Every time Italian crime writer Sandrone Dazieri sits down to pen a “bloody” scene, he reflects on how much the reader needs to see of it. To put it mildly, Dazieri has done a lot of reflecting in the past few years—his trilogy, culminating this month with KILL THE KING, is a dark exploration of violent crime told through the eyes of two Italian police officers, each with their own shattered pasts.

“Usually, I choose to remove everything that is pure aesthetics,” Dazieri says. “I try to show violence for what it is—brutal, unjust, without the irony that I put on the other pages. I want to make readers understand what Dante Torre and Columba are forced to deal with.”

In KILL THE KING, it turns out to be another bloody mess. Detective Columba Caselli has retreated to the Italian countryside to nurse wounds sustained in the second book—Kill the Angel—and mourn the disappearance of her partner, Dante. But when an autistic teenager stumbles into Columba’s yard covered in blood, she is pulled into an investigation that not only points to a new serial killer on the loose but also helps her to locate her missing partner. And it’s just in time, because as the violence escalates, Columba is implicated in the crimes, and her partner is the only one who can help clear her name.

While the book does pick up where Kill the Angel leaves off, Dazieri peppers in enough non-spoilery backstory that if this is your first crack at the trilogy, it will be enough to entice you back to where Columba and Dante’s story begins with Kill the Father.

“I hope for my readers it will be like watching the third season of a television series: if you like it, then you look at the episodes you missed,” Dazieri says.

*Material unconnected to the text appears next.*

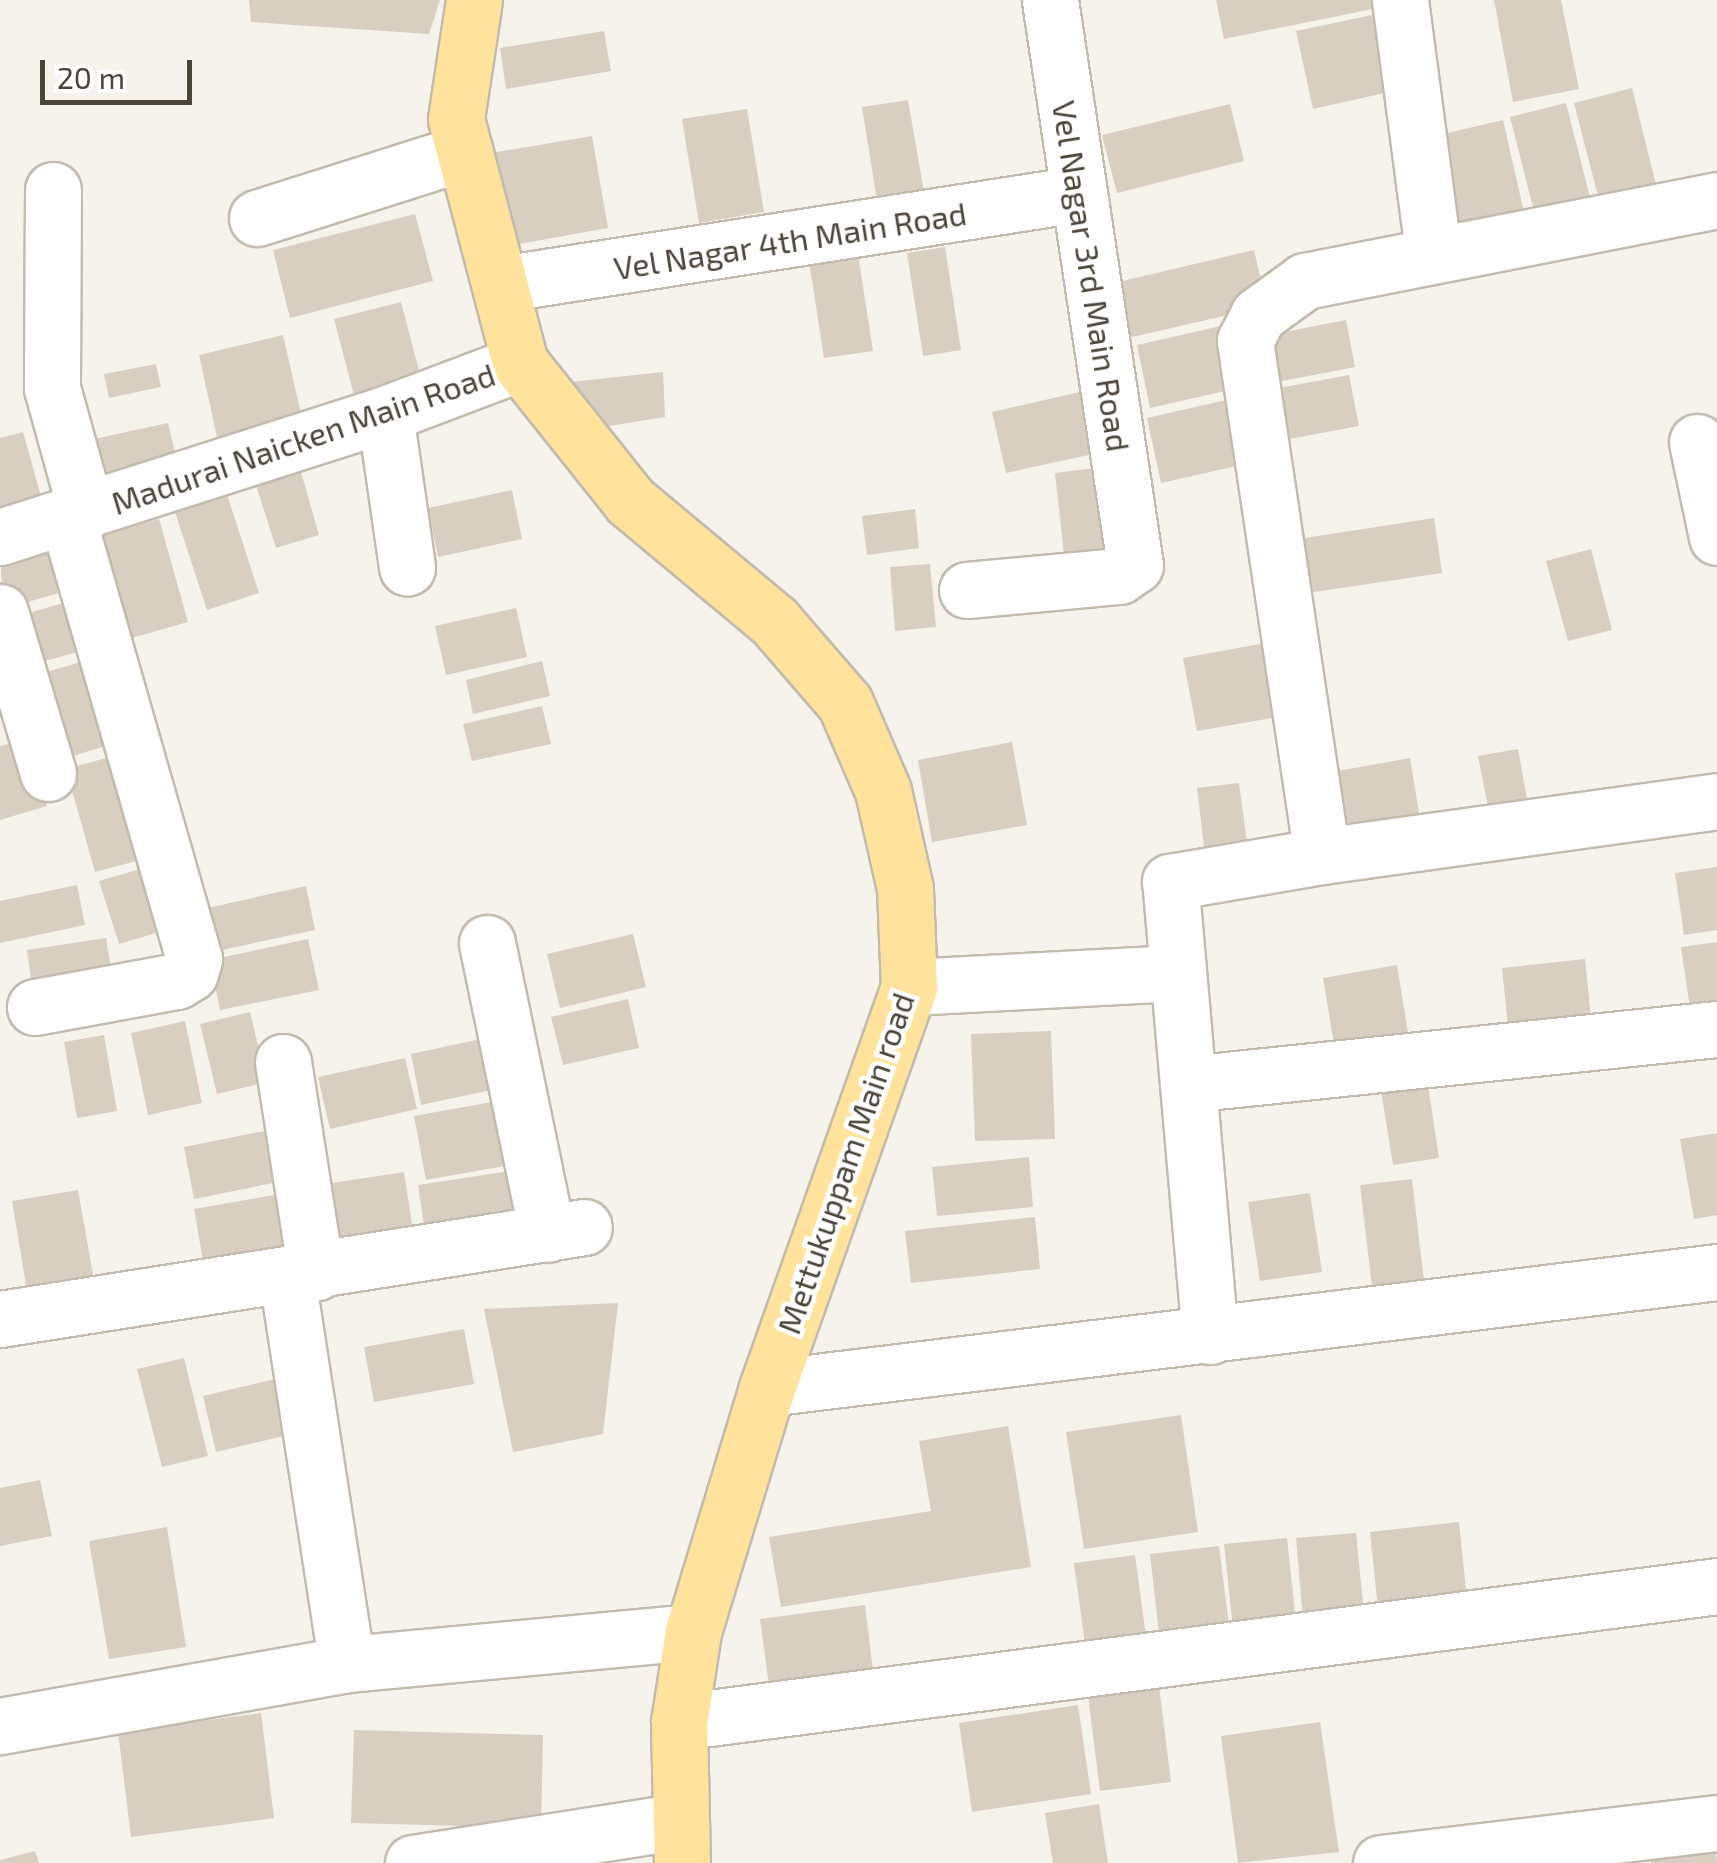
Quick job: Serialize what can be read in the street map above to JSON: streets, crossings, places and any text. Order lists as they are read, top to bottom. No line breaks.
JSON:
{"streets":{"main road":["Mettukuppam Main road"],"street":["Vel Nagar 4th Main Road","Vel Nagar 3rd Main Road","Madurai Naicken Main Road"]},"crossings":[["Vel Nagar 4th Main Road","Vel Nagar 3rd Main Road"],["Vel Nagar 4th Main Road","Mettukuppam Main road"],["Madurai Naicken Main Road","Mettukuppam Main road"]],"scale_bar":"20 m"}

Chances are high you will. Though the intricate plot takes the genre’s required twists and turns—some more graphic than others—Dazieri’s powers of description are fully engaged in all aspects of the novel, particularly when it comes to the details of the landscape.

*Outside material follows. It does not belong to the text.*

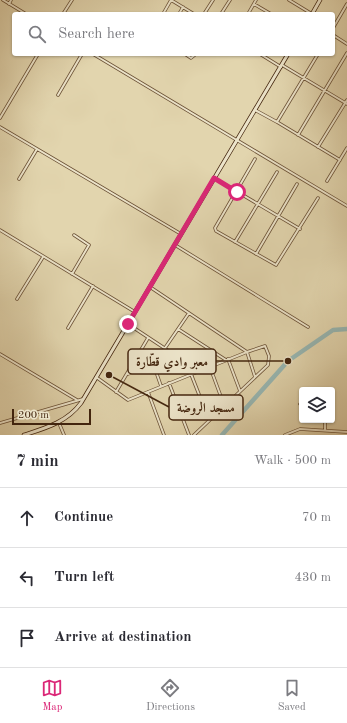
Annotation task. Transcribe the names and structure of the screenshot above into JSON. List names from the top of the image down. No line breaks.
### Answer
{"places":["معبر وادي قطّارة","مسجد الروضة"],"scale_bar":"200 m","page":{"search":"Search here","scale":"200 m","heading":["7 min","Walk · 500 m"],"list":[["Continue","70 m"],["Turn left","430 m"],"Arrive at destination"],"nav":["Map","Directions","Saved"]}}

More than a simple journey through the stunning Italian countryside, Dazieri intends to paint a more robust view of the country’s culture while bucking some generational stereotypes associated with his homeland. Or at least, supplement them with some lesser-known characteristics.

Sandrone Dazieri
Photo credit: Moris Puccio

“You eat well, it is true, we have a unique artistic heritage and wonderful landscapes. We have a lot of Mafia, and that’s true too,” he says. “But beyond that, my country is the Land of Secrets. Our history is made up of conspiracies, plots, attacks, lies. During the Cold War, our country was at the center of the international chessboard, and secret services from all over the world plotted our territory. In Anglo-Saxon countries you call it Deep State. With us, the state is so ‘deep’ that you cannot see the bottom.”

This is not the first time Dazieri has explored this bottomless well—he’s an acclaimed author of more than a dozen novels and an accomplished screenwriter—but in KILL THE KING, this storyline and its characters find their satisfying end.

Or do they?

“The story that began with Kill the Father has ended,” Dazieri says. “It has been a long journey over a thousand pages and a few years of work. But Dante and Columba may return.”

Just not quite yet.

“I am currently writing a thriller set along the Po River about how ‘The sins of the father laid upon the children…’” he says, keeping any further details under lock and key for the time being.

But Dazieri assures us that writing has continued, pandemic and all. In fact, the time he’s saved while not traveling from his countryside home to the city for business or to visit loved ones has been spent working on his novels—and discovering new passions.

“I invested in studying the drums, which is my senile passion, and teaching the rudiments of writing to people who were confined in their house like me,” he says. “In the general disaster, it has been a beautiful experience.”